Located 30 kilometres (18.6 miles) north of central Tokyo in Saitama City, the campus occupies a 33,047 square metre (355,715 square foot) site and will be developed in two phases of 48.5MW each, PDG said Tuesday in a release.
“The Asia Pacific region is set to be the largest data centre market in the world, and this announcement underscores our vision to be the market leader in this region,” said PDG co-founder, chairman and CEO Rangu Salgame.
Major Market
PDG has secured the land and power for the Saitama campus, with construction to begin later this year.
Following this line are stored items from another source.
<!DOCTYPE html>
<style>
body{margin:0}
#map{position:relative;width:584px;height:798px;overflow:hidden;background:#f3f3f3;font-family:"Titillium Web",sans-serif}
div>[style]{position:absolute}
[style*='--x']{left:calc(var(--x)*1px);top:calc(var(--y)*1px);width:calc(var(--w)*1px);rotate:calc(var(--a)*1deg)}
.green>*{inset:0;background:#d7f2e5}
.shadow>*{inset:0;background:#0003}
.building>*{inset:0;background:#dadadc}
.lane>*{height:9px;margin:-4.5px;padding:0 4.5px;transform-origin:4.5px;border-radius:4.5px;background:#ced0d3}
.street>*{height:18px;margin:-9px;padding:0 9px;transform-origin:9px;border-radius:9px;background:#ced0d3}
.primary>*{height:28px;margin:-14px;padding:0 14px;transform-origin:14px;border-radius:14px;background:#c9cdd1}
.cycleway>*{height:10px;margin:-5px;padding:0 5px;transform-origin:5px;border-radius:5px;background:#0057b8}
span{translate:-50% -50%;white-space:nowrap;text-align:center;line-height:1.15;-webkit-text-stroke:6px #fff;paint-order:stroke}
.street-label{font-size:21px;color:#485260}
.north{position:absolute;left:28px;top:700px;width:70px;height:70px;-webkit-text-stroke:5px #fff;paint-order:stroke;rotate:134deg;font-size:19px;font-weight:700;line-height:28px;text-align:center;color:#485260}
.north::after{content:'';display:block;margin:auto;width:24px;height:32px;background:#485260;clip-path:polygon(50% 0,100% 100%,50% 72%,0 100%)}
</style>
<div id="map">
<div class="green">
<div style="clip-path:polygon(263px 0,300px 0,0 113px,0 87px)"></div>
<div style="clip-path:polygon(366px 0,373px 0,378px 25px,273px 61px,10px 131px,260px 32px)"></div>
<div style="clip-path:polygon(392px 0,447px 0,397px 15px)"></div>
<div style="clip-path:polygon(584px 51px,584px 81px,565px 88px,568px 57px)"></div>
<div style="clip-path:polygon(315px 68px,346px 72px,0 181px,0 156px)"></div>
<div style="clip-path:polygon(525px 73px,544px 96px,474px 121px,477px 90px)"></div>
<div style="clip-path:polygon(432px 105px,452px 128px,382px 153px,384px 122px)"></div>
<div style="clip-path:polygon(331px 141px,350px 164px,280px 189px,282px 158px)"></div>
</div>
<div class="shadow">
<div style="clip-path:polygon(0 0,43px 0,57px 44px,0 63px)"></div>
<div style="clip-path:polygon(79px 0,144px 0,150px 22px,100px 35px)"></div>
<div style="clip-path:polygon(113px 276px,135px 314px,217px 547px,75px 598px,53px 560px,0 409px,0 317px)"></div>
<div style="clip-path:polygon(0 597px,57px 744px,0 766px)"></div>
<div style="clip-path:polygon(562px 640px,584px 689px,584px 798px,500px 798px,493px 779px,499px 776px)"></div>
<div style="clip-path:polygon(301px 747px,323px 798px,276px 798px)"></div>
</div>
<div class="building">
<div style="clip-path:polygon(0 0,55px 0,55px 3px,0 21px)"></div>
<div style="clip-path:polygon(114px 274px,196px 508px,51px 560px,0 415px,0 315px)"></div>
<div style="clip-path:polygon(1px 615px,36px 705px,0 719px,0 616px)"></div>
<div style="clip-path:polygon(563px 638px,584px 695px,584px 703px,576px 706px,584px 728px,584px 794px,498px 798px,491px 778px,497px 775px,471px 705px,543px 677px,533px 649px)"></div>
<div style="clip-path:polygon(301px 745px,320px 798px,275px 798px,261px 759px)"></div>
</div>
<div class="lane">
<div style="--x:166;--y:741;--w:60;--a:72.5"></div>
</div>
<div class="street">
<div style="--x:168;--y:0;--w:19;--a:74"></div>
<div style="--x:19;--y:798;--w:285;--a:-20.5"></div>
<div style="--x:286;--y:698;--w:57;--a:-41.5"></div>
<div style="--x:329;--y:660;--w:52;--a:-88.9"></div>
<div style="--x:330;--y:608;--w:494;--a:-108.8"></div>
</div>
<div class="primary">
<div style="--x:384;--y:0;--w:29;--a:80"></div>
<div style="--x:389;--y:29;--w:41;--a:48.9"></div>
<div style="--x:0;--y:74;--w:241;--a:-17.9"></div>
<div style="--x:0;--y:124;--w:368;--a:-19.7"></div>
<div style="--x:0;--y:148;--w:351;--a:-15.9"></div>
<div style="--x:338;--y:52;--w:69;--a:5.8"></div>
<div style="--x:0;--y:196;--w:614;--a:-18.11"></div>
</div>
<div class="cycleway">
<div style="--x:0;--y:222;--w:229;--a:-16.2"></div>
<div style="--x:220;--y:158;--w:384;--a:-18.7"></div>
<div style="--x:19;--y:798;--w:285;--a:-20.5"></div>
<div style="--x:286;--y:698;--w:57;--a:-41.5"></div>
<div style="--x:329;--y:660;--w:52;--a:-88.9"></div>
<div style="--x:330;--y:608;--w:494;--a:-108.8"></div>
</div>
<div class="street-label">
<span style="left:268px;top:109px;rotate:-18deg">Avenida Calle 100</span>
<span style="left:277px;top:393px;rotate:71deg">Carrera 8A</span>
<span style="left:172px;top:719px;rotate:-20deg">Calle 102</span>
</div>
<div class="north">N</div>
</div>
The operator describes the site as “nestled in a mature township” while still enjoying direct connectivity to the central business district and easy access to Tokyo and major airports through expressway routes and high-speed rail.
The facility will be built to the latest hyperscale design and standards, the company said.
According to a Structure Research analysis cited by PDG, Greater Tokyo’s hyperscale co-location market will reach $1.6 billion by 2025, increasing at a compound annual growth rate of 25.1 percent starting in 2021.
Property services firm JLL recently highlighted Japan as a data centre hotspot with a winning combination of strong demand and cheap financing.
“Our entry into Japan and, in particular, Tokyo demonstrates our continued ability to enter new markets that matter to our customers,” Salgame said.
Growing Footprint
PDG’s three-pronged strategy of acquisitions, carve-outs and greenfield development has enabled the operator to quickly expand its regional footprint to 19 data centres in five countries.
The most recent additions include a 48MW multi-storey data centre campus under construction in Navi Mumbai and a completed 42MW data centre campus in Shanghai.
Bloomberg reported last week that PDG was considering raising funds from investors in a Warburg Pincus-arranged deal that could boost the company’s valuation to about $2 billion.
The potential $400 million capital raise would follow the $360 million financing round led by the Ontario Teachers’ Pension Plan last year and a $230 million debt refinancing secured from China Merchants Bank a few months ago.
Demand for server facilities from internet giants like Microsoft, Amazon, Alibaba and Tencent was a driving factor that led Salgame, formerly a divisional CEO with India’s Tata Group, to set up PDG with New York-based private equity firm Warburg Pincus in 2017.
“We saw a market need for a pan-Asian data centre operator,” he told MTD TV in an interview last October. “Internet companies were significantly scaling their investment in Asia and they were looking for the quality of services they were used to in Western markets.”